Study: Live vaccines safe, effective in pediatric transplant recipients
Key takeaways:
- Most transplant recipients developed and maintained protective antibodies up to 1 year after varicella or MMR vaccination.
- Five children developed varicella rash; none developed measles or graft rejection.
Most pediatric transplant recipients who received live-attenuated viral vaccines after transplant developed protective antibodies that persisted for up to a year after vaccination with no significant safety events, researchers found.
Based on the findings, which were published in JAMA Pediatrics, the researchers recommend providers consider vaccinating patients who are not immune to measles, mumps, rubella or varicella.

“In today’s world, measles, mumps and varicella are circulating in the community, and nonimmune transplant recipients are at risk for community acquisition of these potentially fatal infections,” Amy G. Feldman, MD, PhD, FAASLD, associate professor of pediatrics at the University of Colorado School of Medicine, medical director of the pediatric liver transplant center at Children’s Hospital Colorado and president-elect of the Society of Pediatric Liver Transplantation, told Healio.
Feldman told Healio in 2019 that just half of children who had received liver transplants were up to date on childhood vaccines compared with 70% of healthy children. Additionally, research has shown that 16% of transplant recipients are hospitalized with vaccine-preventable diseases within 5 years after their transplant.
In their latest study, Feldman and colleagues examined the outcomes of 383 pediatric transplant recipients (median age, 8.2 years; interquartile range, 4.6-13.6) from 20 pediatric transplant centers who received doses of MMR or varicella zoster virus vaccines between Jan. 1, 2002, and May 31, 2023. They measured patients’ antibody levels at 1 to 3 months after administration and again after 1 year. They also kept track of any adverse events that occurred after in the month vaccination.
Most participants (372) received a liver transplant; nine received a kidney transplant, and two received liver and kidney transplants, according to the authors. Participants received at least one dose of a live-attenuated viral vaccine a median of 6.2 years (interquartile range, 3.1-11.2 years) after their transplant.
At the time of vaccination, 66.7% of patients were on low-level immunosuppression, 18.8% were on medium level immunosuppression and 14.6% were on high-level immunosuppression.
Out of 186 children who received the VZV vaccine, 71% had protective antibodies after 1 to 3 months of follow-up. After 1 year, 53 out of 68 children (77.9%) had protective levels of antibodies. The researchers reported that five children developed a varicella rash within a month after they were vaccinated.
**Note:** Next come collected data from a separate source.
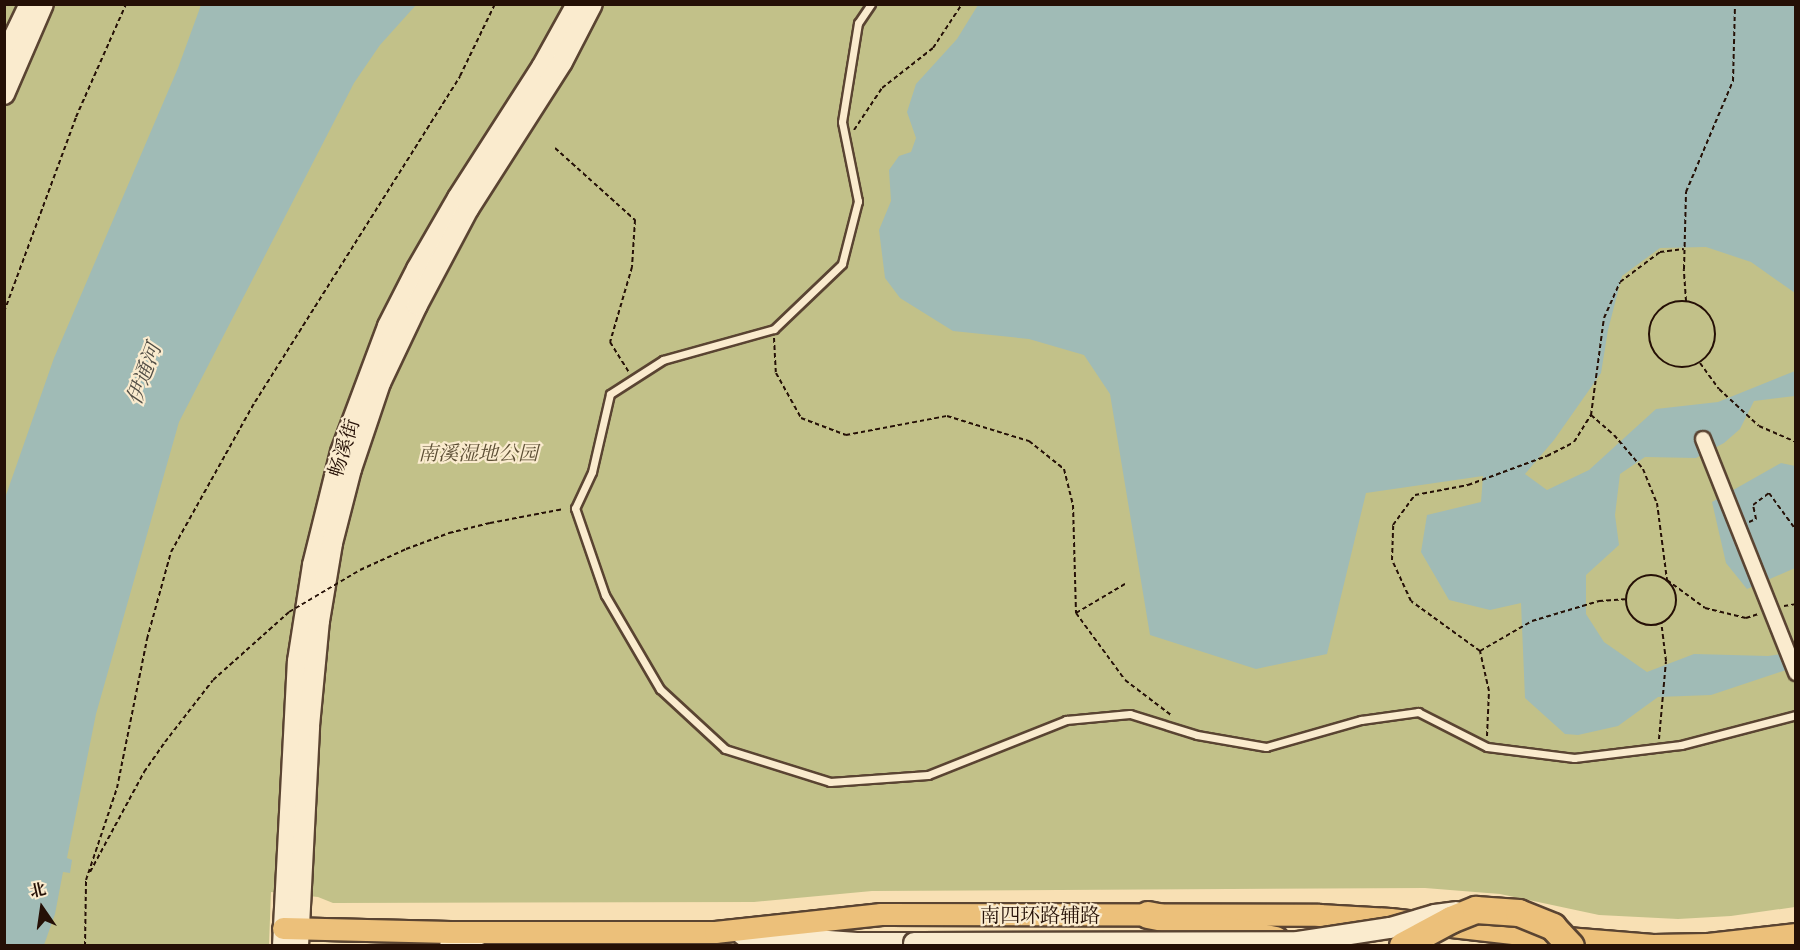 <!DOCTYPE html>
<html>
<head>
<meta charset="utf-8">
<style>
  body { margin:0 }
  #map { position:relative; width:1800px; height:950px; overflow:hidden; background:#f8e0b4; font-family:"EB Garamond","Noto Serif SC",serif }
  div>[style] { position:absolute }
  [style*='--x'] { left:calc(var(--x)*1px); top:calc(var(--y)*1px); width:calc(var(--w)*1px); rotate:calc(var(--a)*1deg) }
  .green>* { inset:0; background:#c2c189 }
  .water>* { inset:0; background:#a0bbb6 }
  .path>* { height:2px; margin-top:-1px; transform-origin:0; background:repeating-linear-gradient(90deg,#251006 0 4.5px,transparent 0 7.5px) }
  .path>.ring { margin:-1px; padding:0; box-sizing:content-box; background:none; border:2px solid #251006; border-radius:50% }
  .roads { filter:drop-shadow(2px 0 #5a4432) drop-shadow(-2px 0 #5a4432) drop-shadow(0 2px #5a4432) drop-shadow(0 -2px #5a4432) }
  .lane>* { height:7px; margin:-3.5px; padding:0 3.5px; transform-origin:3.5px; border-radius:3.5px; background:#faebce }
  .secondary>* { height:20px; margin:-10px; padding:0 10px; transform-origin:10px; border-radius:10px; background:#faebce }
  .primary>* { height:21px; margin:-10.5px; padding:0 10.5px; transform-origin:10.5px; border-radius:10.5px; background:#ecc07a }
  .highway>* { height:26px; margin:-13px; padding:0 13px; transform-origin:13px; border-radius:13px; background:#ecc07a }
  .path-bridge>* { height:2px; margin-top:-1px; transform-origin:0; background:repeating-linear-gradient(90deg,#251006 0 4.5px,transparent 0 7.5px) }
  .bridges { filter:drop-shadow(2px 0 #5a4432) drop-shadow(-2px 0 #5a4432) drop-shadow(0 2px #5a4432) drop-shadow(0 -2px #5a4432) }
  .street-bridge>* { height:14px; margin:-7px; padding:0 7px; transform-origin:7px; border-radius:7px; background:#faebce }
  .secondary-bridge>* { height:20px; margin:-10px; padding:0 10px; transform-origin:10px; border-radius:10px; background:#faebce }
  .highway-bridge>* { height:26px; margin:-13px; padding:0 13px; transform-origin:13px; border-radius:13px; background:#ecc07a }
  span { translate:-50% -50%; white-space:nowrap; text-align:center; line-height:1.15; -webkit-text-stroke:4.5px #faebce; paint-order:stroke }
  .street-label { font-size:20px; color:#251006 }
  .park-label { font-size:20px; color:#5c4e34; font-style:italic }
  .water-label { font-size:21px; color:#504c44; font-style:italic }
  .frame { position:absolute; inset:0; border:6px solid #251006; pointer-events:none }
  .north { position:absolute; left:12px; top:878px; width:60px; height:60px; -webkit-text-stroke:4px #faebce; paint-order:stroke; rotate:347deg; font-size:16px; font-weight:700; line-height:24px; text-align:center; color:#251006 }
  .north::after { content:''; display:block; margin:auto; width:21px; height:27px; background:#251006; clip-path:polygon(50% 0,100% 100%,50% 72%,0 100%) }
</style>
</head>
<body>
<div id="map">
  <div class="green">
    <i style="clip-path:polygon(5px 5px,1795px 5px,1795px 907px,1731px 916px,1678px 919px,1599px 915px,1500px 894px,1425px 888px,872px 891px,754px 902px,333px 903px,318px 897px,271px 892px,269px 945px,5px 945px)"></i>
  </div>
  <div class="water">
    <i style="clip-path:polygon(201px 5px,416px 5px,380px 45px,354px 83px,179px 422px,96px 714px,67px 858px,72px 860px,70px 873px,63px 872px,55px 914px,44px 945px,5px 945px,5px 498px,54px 358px,178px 68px)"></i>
    <i style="clip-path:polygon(978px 5px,1795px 5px,1795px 293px,1751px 262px,1706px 247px,1660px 248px,1622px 276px,1608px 330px,1601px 373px,1554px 440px,1525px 474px,1547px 490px,1589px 470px,1656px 409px,1718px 402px,1795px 371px,1795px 396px,1754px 401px,1740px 429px,1724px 443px,1696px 458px,1645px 457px,1620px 474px,1615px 515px,1619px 545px,1586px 575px,1586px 614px,1604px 642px,1647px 672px,1694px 654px,1768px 656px,1795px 652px,1795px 667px,1711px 695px,1658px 697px,1618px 726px,1578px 735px,1565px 734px,1525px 698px,1521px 603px,1490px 610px,1449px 600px,1421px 552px,1427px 515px,1481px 502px,1483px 476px,1366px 493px,1327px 654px,1256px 669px,1150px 635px,1110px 394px,1084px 355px,1029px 339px,953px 331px,900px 298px,885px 278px,879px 230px,891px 201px,889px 170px,899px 156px,911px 152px,916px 138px,907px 112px,916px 84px,957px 39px)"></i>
    <i style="clip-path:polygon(1781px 463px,1795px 466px,1795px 568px,1747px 589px,1726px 563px,1712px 502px)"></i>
  </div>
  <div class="path">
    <i style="--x:854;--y:130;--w:50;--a:-56.3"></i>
    <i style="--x:882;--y:88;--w:65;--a:-38.1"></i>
    <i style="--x:933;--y:48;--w:53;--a:-56.6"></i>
    <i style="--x:555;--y:148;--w:108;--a:42"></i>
    <i style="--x:635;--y:220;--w:47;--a:93.7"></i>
    <i style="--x:632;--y:267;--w:78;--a:106.3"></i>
    <i style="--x:610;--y:342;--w:36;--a:58"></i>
    <i class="ring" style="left:1649px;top:301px;width:64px;height:64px"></i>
    <i style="--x:1686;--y:301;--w:32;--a:-94"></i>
    <i style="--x:1684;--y:269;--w:77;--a:-88.5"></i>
    <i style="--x:1686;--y:192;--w:121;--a:-67.1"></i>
    <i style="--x:1733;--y:81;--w:77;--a:-88.5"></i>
    <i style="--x:4;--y:312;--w:208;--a:-69.7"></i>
    <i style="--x:76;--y:117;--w:124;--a:-66.1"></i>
    <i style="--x:774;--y:338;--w:35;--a:87"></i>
    <i style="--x:776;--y:373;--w:51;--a:60.9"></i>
    <i style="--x:801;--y:418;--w:48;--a:20.7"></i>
    <i style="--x:846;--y:435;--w:103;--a:-10.7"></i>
    <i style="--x:947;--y:416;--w:86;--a:17"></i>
    <i style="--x:1029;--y:441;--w:45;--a:38.7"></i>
    <i style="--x:1064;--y:469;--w:37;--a:76"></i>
    <i style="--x:1073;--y:505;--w:108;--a:88.4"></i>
    <i style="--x:1076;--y:613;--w:83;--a:53.8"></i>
    <i style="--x:1125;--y:680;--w:58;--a:37.3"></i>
    <i style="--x:1700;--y:363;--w:32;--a:54"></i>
    <i style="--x:1719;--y:389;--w:54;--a:42.8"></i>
    <i style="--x:1759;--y:426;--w:40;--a:23.4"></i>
    <i style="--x:1591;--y:415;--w:30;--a:41"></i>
    <i style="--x:1614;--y:435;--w:45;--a:49.5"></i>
    <i style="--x:1643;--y:469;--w:37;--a:68"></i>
    <i style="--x:1657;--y:503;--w:78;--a:82.6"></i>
    <i style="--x:1667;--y:580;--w:47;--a:36.4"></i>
    <i style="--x:1705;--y:608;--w:42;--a:13.7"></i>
    <i style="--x:1746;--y:618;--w:13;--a:-18"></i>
    <i style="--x:1749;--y:522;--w:8;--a:-23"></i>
    <i style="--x:1756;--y:519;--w:14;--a:-102"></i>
    <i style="--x:1753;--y:505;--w:20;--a:-37"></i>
    <i style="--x:1769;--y:493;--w:46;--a:53.9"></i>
    <i style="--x:490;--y:523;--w:75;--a:-10.7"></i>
    <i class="ring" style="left:1626px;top:575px;width:48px;height:48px"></i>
    <i style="--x:1784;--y:606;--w:12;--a:-9"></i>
    <i style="--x:1076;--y:613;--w:57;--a:-30.6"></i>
    <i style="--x:1480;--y:651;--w:60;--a:-30"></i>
    <i style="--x:1532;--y:621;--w:70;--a:-16.6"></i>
    <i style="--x:1599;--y:601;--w:26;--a:-4"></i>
    <i style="--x:1487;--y:736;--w:45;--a:-87.5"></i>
    <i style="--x:1489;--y:691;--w:41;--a:-102.7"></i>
    <i style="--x:1480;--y:651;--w:85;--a:-144.1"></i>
    <i style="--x:1411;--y:601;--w:45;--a:-114.9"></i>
    <i style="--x:1392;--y:560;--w:35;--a:-88"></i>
    <i style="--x:1393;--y:525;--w:37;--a:-54"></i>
    <i style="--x:1415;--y:495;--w:54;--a:-10.7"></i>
    <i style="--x:1468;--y:485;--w:84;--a:-20.2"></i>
    <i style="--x:1547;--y:456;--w:30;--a:-27"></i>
    <i style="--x:1574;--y:442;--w:32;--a:-58"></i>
    <i style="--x:1591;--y:415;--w:98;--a:-82.4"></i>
    <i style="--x:1604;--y:318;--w:39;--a:-66"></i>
    <i style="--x:1620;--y:282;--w:50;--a:-36.9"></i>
    <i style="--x:1660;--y:252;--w:24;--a:-7"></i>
    <i style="--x:1659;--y:739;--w:78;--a:-84.9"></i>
    <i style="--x:1666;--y:661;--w:38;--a:-97"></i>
    <i style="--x:90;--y:872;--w:114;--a:-61.6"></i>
    <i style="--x:144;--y:772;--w:37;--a:-55"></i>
    <i style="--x:85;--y:946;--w:66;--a:-89.1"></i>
    <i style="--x:86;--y:880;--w:97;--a:-71.4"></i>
    <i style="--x:117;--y:788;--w:152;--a:-78.6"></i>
    <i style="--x:147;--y:639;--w:90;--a:-74.6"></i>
    <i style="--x:171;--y:552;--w:172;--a:-60.8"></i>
    <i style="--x:255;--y:402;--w:385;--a:-57.8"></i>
    <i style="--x:460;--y:76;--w:80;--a:-64.1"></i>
  </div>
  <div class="roads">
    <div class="lane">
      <i style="--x:871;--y:4;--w:23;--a:124"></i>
      <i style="--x:858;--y:23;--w:100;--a:99.2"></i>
      <i style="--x:842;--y:122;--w:81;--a:78.6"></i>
      <i style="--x:858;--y:201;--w:65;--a:104.3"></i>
      <i style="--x:842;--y:264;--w:94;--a:136.3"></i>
      <i style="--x:774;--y:329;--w:115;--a:164.4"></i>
      <i style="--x:663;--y:360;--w:63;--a:147.3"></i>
      <i style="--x:610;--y:394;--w:80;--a:103"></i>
      <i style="--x:592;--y:472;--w:40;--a:115"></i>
      <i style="--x:575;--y:508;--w:92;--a:71"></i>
      <i style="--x:605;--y:595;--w:109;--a:59.7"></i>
      <i style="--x:660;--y:689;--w:88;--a:42.7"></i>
      <i style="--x:725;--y:749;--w:110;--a:17.4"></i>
      <i style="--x:830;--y:782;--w:98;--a:-4.1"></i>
      <i style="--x:928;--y:775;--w:149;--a:-21.7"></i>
      <i style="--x:1066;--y:720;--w:64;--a:-5.4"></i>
      <i style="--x:1130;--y:714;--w:70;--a:17.4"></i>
      <i style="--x:1197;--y:735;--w:70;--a:9.9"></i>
      <i style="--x:1266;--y:747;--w:99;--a:-15.9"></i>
      <i style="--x:1361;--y:720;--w:58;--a:-8"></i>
      <i style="--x:1418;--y:712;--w:77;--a:26.9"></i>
      <i style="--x:1487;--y:747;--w:88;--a:7.2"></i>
      <i style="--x:1574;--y:758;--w:108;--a:-6.9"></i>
      <i style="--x:1681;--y:745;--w:119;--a:-14.6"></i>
    </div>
    <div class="secondary">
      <i style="--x:4;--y:58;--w:53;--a:-64.4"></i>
      <i style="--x:4;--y:94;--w:98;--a:-66.6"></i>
      <i style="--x:743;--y:935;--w:114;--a:4"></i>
      <i style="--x:857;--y:943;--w:57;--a:0"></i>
      <i style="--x:283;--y:946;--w:285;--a:-87"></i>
      <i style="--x:298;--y:661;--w:97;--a:-81.1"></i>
      <i style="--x:313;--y:565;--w:116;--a:-76.1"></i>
      <i style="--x:341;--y:452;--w:134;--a:-69.5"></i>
      <i style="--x:388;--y:326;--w:64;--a:-63"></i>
      <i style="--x:417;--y:269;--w:82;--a:-60"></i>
      <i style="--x:458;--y:198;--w:156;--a:-57.3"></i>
      <i style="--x:542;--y:67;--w:72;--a:-60.9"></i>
      <i style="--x:298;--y:946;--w:220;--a:-87.1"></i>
      <i style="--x:309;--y:726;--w:105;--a:-84.6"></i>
      <i style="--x:319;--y:621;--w:79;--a:-80.5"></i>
      <i style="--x:332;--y:543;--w:76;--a:-75.6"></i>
      <i style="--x:351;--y:469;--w:91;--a:-71.4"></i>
      <i style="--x:380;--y:383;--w:86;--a:-64.6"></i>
      <i style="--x:417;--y:305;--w:109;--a:-62"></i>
      <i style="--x:468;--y:209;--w:174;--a:-57.4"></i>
      <i style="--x:562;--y:62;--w:65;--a:-62.7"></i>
      <i style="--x:450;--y:946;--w:35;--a:-22"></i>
    </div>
    <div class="primary">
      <i style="--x:283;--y:928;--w:167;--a:1.4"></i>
      <i style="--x:450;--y:932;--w:265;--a:0"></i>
      <i style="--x:715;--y:932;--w:167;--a:-6.2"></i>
      <i style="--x:881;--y:914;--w:438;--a:0.1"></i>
      <i style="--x:1319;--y:915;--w:71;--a:3.2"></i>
      <i style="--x:1390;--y:919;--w:141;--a:6.5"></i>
      <i style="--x:1530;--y:935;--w:123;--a:4.6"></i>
      <i style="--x:1653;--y:945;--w:55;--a:-1"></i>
      <i style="--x:1708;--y:944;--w:89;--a:-6.5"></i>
    </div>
    <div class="highway">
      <i style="--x:1148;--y:915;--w:130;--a:11.1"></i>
    </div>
  </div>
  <div class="path-bridge">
    <i style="--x:165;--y:742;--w:78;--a:-52.3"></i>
    <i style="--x:213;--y:680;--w:102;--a:-41.8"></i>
    <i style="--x:289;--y:612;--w:82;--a:-30.6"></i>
    <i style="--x:360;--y:570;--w:51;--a:-24.5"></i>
    <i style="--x:406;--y:549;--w:46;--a:-20.4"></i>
    <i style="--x:449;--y:533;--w:42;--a:-13.7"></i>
  </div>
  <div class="bridges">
    <div class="street-bridge">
      <i style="--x:1703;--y:439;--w:252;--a:68.3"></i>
    </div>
    <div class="secondary-bridge">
      <i style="--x:914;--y:943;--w:384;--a:-0.1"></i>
      <i style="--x:1298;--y:942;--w:93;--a:-8.7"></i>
      <i style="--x:1390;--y:928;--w:47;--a:-16.1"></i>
      <i style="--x:1435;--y:915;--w:21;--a:-8"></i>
    </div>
    <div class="highway-bridge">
      <i style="--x:1403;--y:946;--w:55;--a:-28.4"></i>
      <i style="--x:1451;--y:920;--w:27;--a:-22"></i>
      <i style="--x:1476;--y:910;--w:43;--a:4"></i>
      <i style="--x:1519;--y:913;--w:37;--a:22"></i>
      <i style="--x:1553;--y:927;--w:26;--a:47"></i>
    </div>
  </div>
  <div class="street-label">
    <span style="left:344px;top:448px;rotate:-72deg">畅溪街</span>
    <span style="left:1040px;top:915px">南四环路辅路</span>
  </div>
  <div class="park-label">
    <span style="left:478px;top:453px">南溪湿地公园</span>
  </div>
  <div class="water-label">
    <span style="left:144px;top:374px;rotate:-70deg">伊通河</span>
  </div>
  <div class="frame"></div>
  <div class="north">北</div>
</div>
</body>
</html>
At 1 to 3 months after MMR vaccination, 84%, 82.9% and 97.3% of 207 children had protective antibodies for measles, mumps and rubella, respectively. After 1 year, 91.8% and 95.9% of 73 children had protective levels of antibodies for measles and rubella; 72.4% of 58 children had protective antibodies for mumps. The authors noted medium or low immunosuppression levels were associated with a greater likelihood for developing protective measles antibodies.
No children developed measles, mumps, rubella or varicella during the 1-year study period, according to Feldman and colleagues. Additionally, no children experienced graft rejection after vaccination.
Based on the results, Feldman said recommendations for liver transplant care should suggest checking MMR and VZV antibody levels after transplant. Further, she said providers should consider vaccinating children who are not immune.
“This article is very timely with the recent measles outbreaks across the United States,” Feldman said. “With measles circulating, it is critically important for physicians taking care of transplant recipients to consider if the theoretical risk of vaccine-acquired measles outweighs the very real risk of community acquisition of measles.”
According to Feldman, the researchers plan to continue studying live-attenuated viral vaccines in the pediatric kidney and heart community, as well as barriers that are preventing pediatric transplant recipients from receiving live vaccines.